Every major AI lab is losing money on inference right now. OpenAI spent $8.4 billion on inference in 2025 against $13.1 billion in total revenue. Anthropic hit $19 billion in annualized revenue by March 2026 but still burns billions, targeting break-even in 2028. OpenAI projects cumulative losses of $44 billion through 2028. In March 2026, OpenAI's VP of Product Nick Turley called their current pricing "accidental" on the BG2 Pod.
That's not sustainable. The $202 billion in VC AI infrastructure funding that propped up 2025 was not charity—it was a bet. And bets get called.
So what happens when AI inference gets honestly priced?
I have four theses. My AI, Kai, has opinions of his own. And we convened a council of four domain experts to pressure-test everything. What follows is probably the most thoroughly stress-tested analysis I've published on this topic.
A lot of tasks that need to be done only require a certain amount of intelligence, and good enough is, in fact, good enough.
Writing an email summary doesn't require a model that can solve PhD-level physics. Extracting structured data from a receipt doesn't need frontier reasoning. Classifying customer support tickets, generating first drafts, translating documents, answering FAQ-style questions—the list goes on and on.

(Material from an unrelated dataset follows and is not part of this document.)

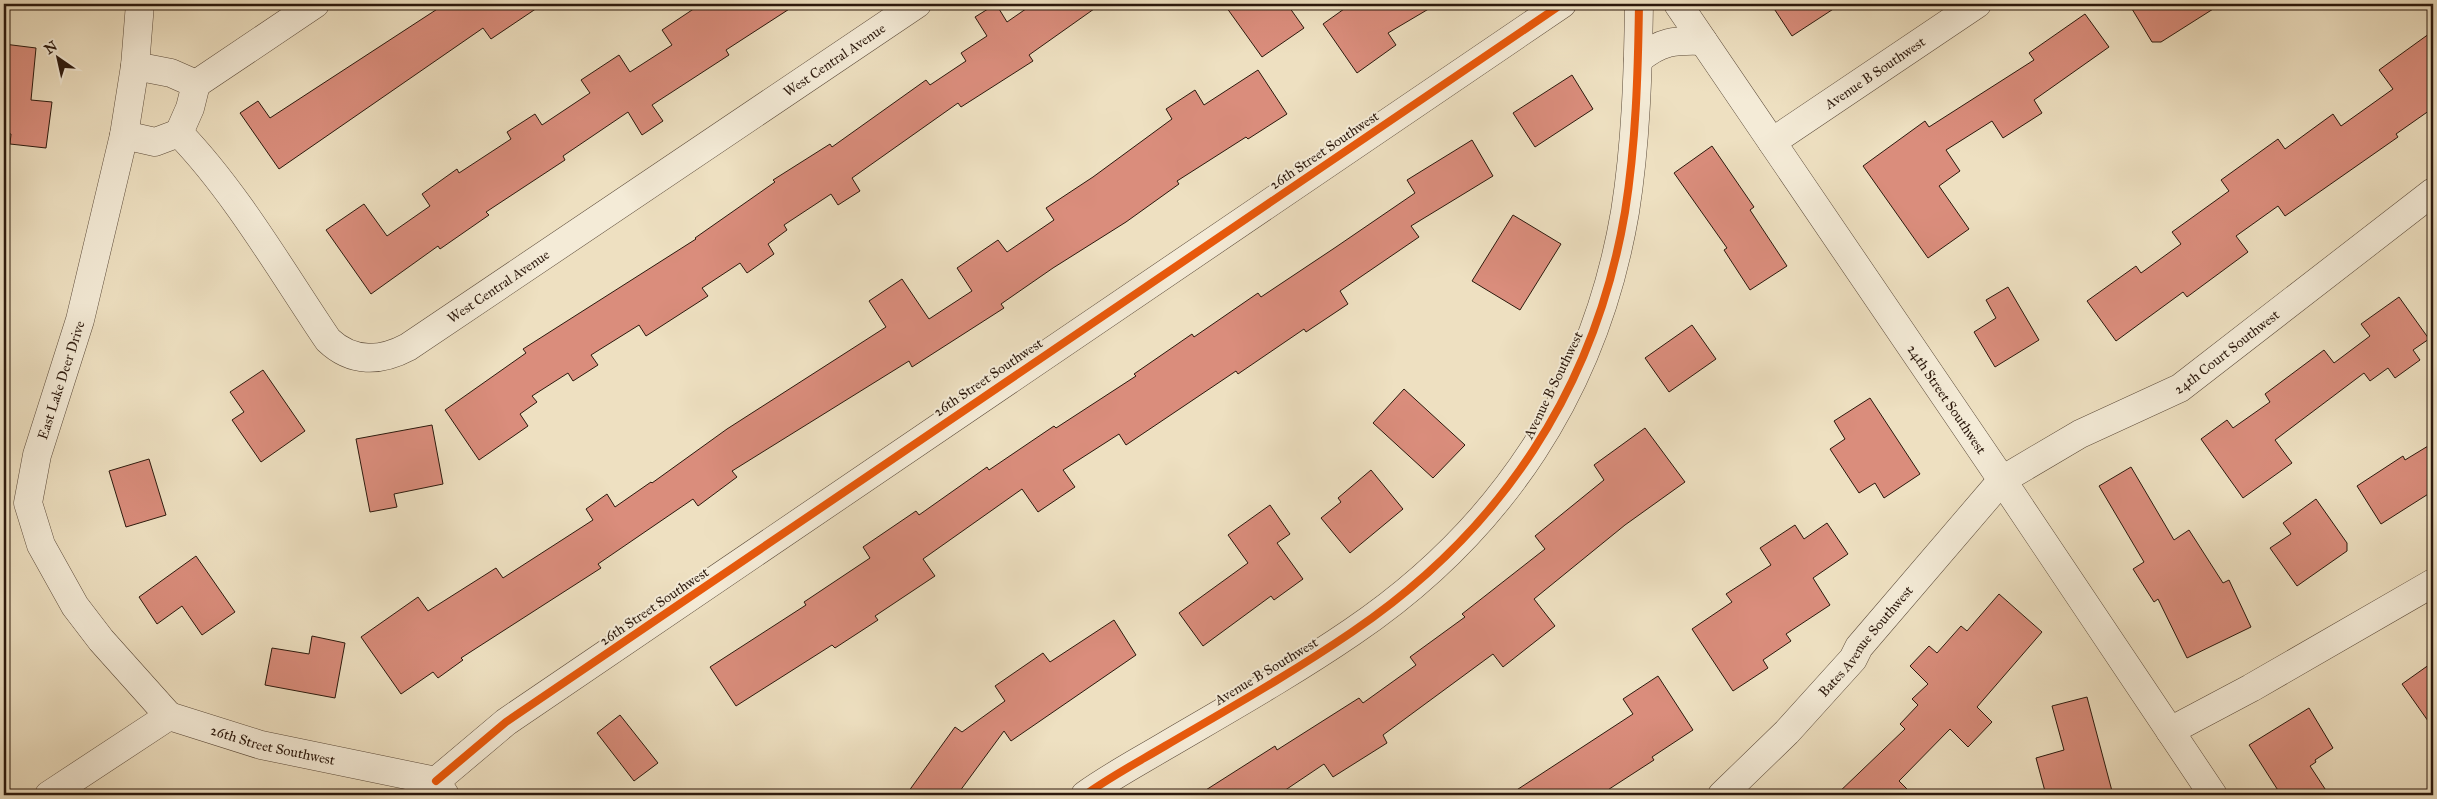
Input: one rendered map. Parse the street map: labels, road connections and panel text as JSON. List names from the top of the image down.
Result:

I think this covers roughly 95% of real-world AI usage. The top 5%—novel research, complex multi-step reasoning, creative work that requires genuine insight—will still demand frontier models. But most of what humans want AI to do is, frankly, not that hard.
This isn't a controversial claim, but it has uncomfortable implications. It means most of the revenue flowing to frontier labs is paying for capability the customer doesn't actually need.
You're right that 95% of tasks don't need frontier models. But you underestimate switching costs. Enterprise customers built pipelines around GPT-4-class APIs. Moving to open-source small models requires re-evaluation, re-prompting, testing, and often fine-tuning. That's six to eighteen months of migration work. During that window, incumbents extract real pricing power.Dr. Sarah Chen, AI Infrastructure Economist
Chen raises a real point. Even when the cheaper option is technically sufficient, the organizational cost of switching is the actual moat—not model quality. But switching costs are temporary. The moat is evaporating as inference endpoints standardize.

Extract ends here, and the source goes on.